- Born: 28 August 1956
- Died: 4 August 2004 (aged 47) Tehran, Iran
- Occupation(s): Poet, writer, actor, director
- Website: http://hosseinpanahi.ir

= Hossein Panahi =

Iranian actor and poet (1956–2004)

Hossein Panahi Dezhkooh (حسین پناهی دژکوه; 28 August 1956 – 4 August 2004) was an Iranian actor and poet.
After graduating from high school, due to his father's recommendation, he found his way to Ayatollah Golpaygaani's religious class. Hossein then returned to his hometown as a religious figure, but this lasted only for a few months. He then moved to Tehran and started studying in Anahita art school for four years and graduated as an actor and a screenwriter.

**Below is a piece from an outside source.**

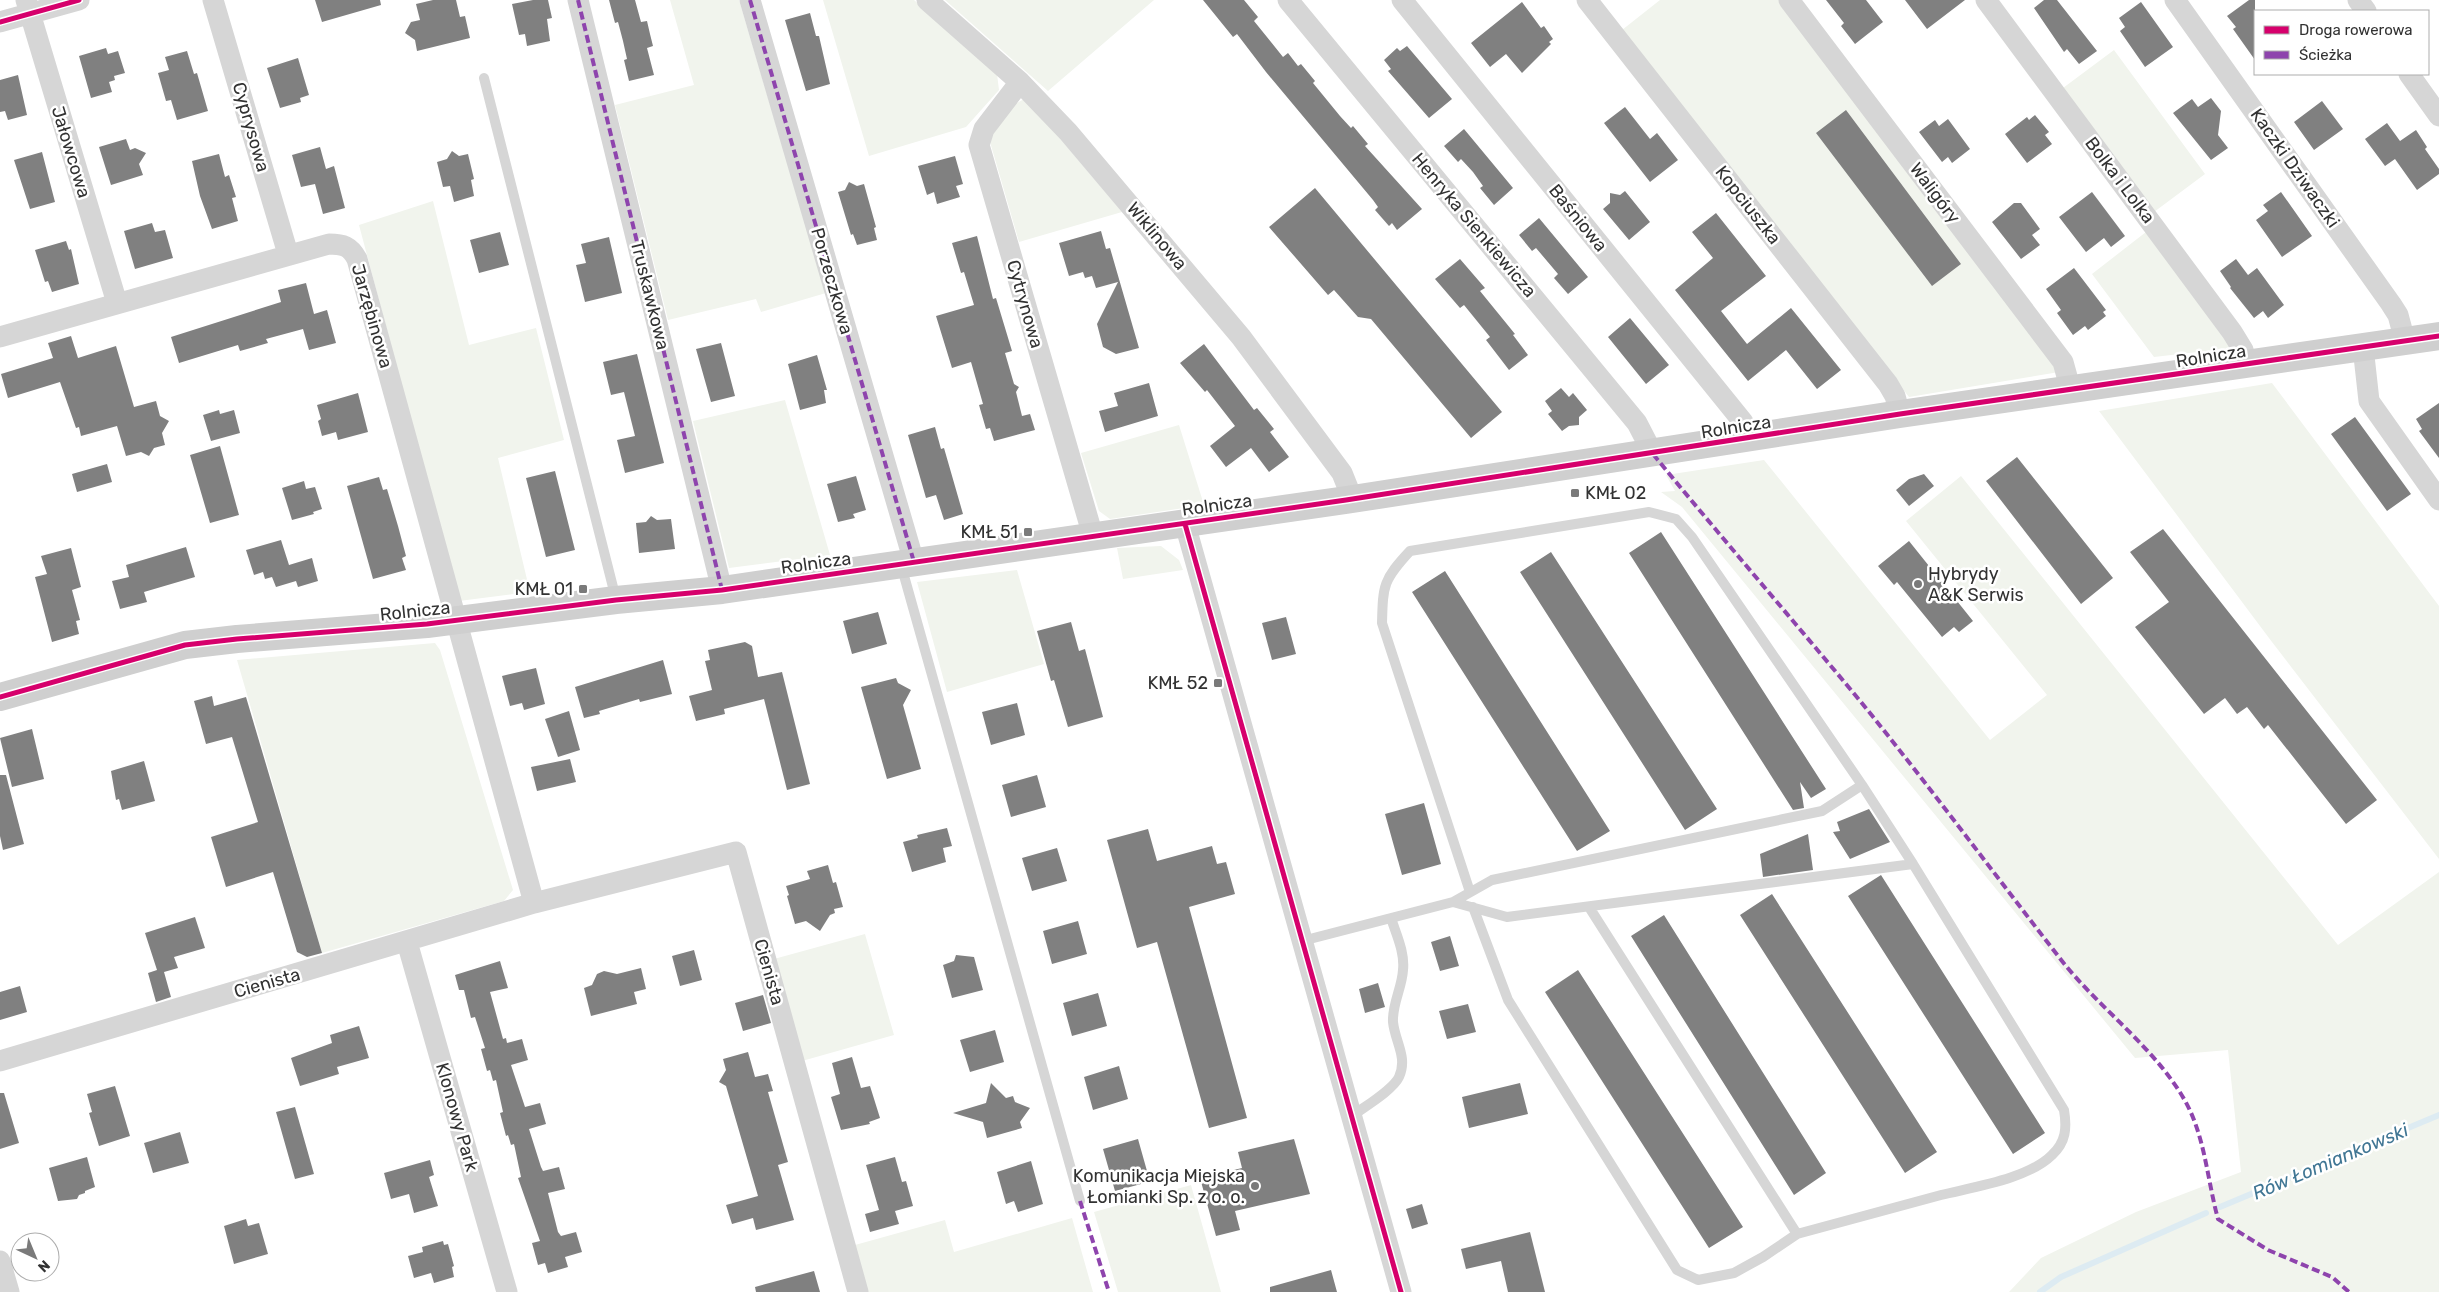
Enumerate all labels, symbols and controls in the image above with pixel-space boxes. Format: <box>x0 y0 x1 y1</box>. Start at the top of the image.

Hossein started his acting career in a TV show named: Mahalleh Behdaasht (Hygiene Neighborhood). He then performed in some TV shows written by himself which were not much successful. He later received recognition from a show named Two ducks in fog. He was the writer and director of the show as well as performing in it. This was his breakthrough and people requested his shows to be broadcast again.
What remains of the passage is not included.